[Record extracts]
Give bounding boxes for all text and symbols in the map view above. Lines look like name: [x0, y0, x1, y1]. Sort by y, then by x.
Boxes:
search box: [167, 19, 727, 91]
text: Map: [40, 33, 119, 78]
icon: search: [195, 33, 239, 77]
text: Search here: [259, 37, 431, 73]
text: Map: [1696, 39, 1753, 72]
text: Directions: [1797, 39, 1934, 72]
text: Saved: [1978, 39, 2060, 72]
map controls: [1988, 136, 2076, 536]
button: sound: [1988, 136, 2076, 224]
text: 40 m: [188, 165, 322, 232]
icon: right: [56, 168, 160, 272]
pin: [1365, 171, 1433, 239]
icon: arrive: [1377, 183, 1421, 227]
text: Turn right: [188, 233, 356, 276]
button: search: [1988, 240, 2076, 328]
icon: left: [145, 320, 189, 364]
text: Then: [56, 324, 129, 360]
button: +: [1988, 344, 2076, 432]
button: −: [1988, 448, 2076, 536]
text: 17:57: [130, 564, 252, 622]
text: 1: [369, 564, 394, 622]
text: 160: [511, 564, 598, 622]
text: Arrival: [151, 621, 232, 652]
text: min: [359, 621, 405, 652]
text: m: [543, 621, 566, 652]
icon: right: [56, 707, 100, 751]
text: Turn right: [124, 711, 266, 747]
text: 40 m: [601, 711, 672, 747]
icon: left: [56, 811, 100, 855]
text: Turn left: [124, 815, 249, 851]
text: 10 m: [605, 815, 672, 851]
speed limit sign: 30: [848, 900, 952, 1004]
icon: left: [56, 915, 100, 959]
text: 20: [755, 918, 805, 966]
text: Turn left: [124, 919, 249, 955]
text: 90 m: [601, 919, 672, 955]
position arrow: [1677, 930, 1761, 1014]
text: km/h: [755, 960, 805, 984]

[What the task requires] Nothing but an exact reproduction of the entries is wanted.

[Response box]
Give bounding boxes for all text and symbols in the map view above. Lines look like name: [x0, y0, x1, y1]. Sort by y, then by x.
Boxes:
search box: [167, 19, 727, 91]
text: Map: [40, 33, 119, 78]
icon: search: [195, 33, 239, 77]
text: Search here: [259, 37, 431, 73]
text: Map: [1696, 39, 1753, 72]
text: Directions: [1797, 39, 1934, 72]
text: Saved: [1978, 39, 2060, 72]
map controls: [1988, 136, 2076, 536]
button: sound: [1988, 136, 2076, 224]
text: 40 m: [188, 165, 322, 232]
icon: right: [56, 168, 160, 272]
pin: [1365, 171, 1433, 239]
icon: arrive: [1377, 183, 1421, 227]
text: Turn right: [188, 233, 356, 276]
button: search: [1988, 240, 2076, 328]
icon: left: [145, 320, 189, 364]
text: Then: [56, 324, 129, 360]
button: +: [1988, 344, 2076, 432]
button: −: [1988, 448, 2076, 536]
text: 17:57: [130, 564, 252, 622]
text: 1: [369, 564, 394, 622]
text: 160: [511, 564, 598, 622]
text: Arrival: [151, 621, 232, 652]
text: min: [359, 621, 405, 652]
text: m: [543, 621, 566, 652]
icon: right: [56, 707, 100, 751]
text: Turn right: [124, 711, 266, 747]
text: 40 m: [601, 711, 672, 747]
icon: left: [56, 811, 100, 855]
text: Turn left: [124, 815, 249, 851]
text: 10 m: [605, 815, 672, 851]
speed limit sign: 30: [848, 900, 952, 1004]
icon: left: [56, 915, 100, 959]
text: 20: [755, 918, 805, 966]
text: Turn left: [124, 919, 249, 955]
text: 90 m: [601, 919, 672, 955]
position arrow: [1677, 930, 1761, 1014]
text: km/h: [755, 960, 805, 984]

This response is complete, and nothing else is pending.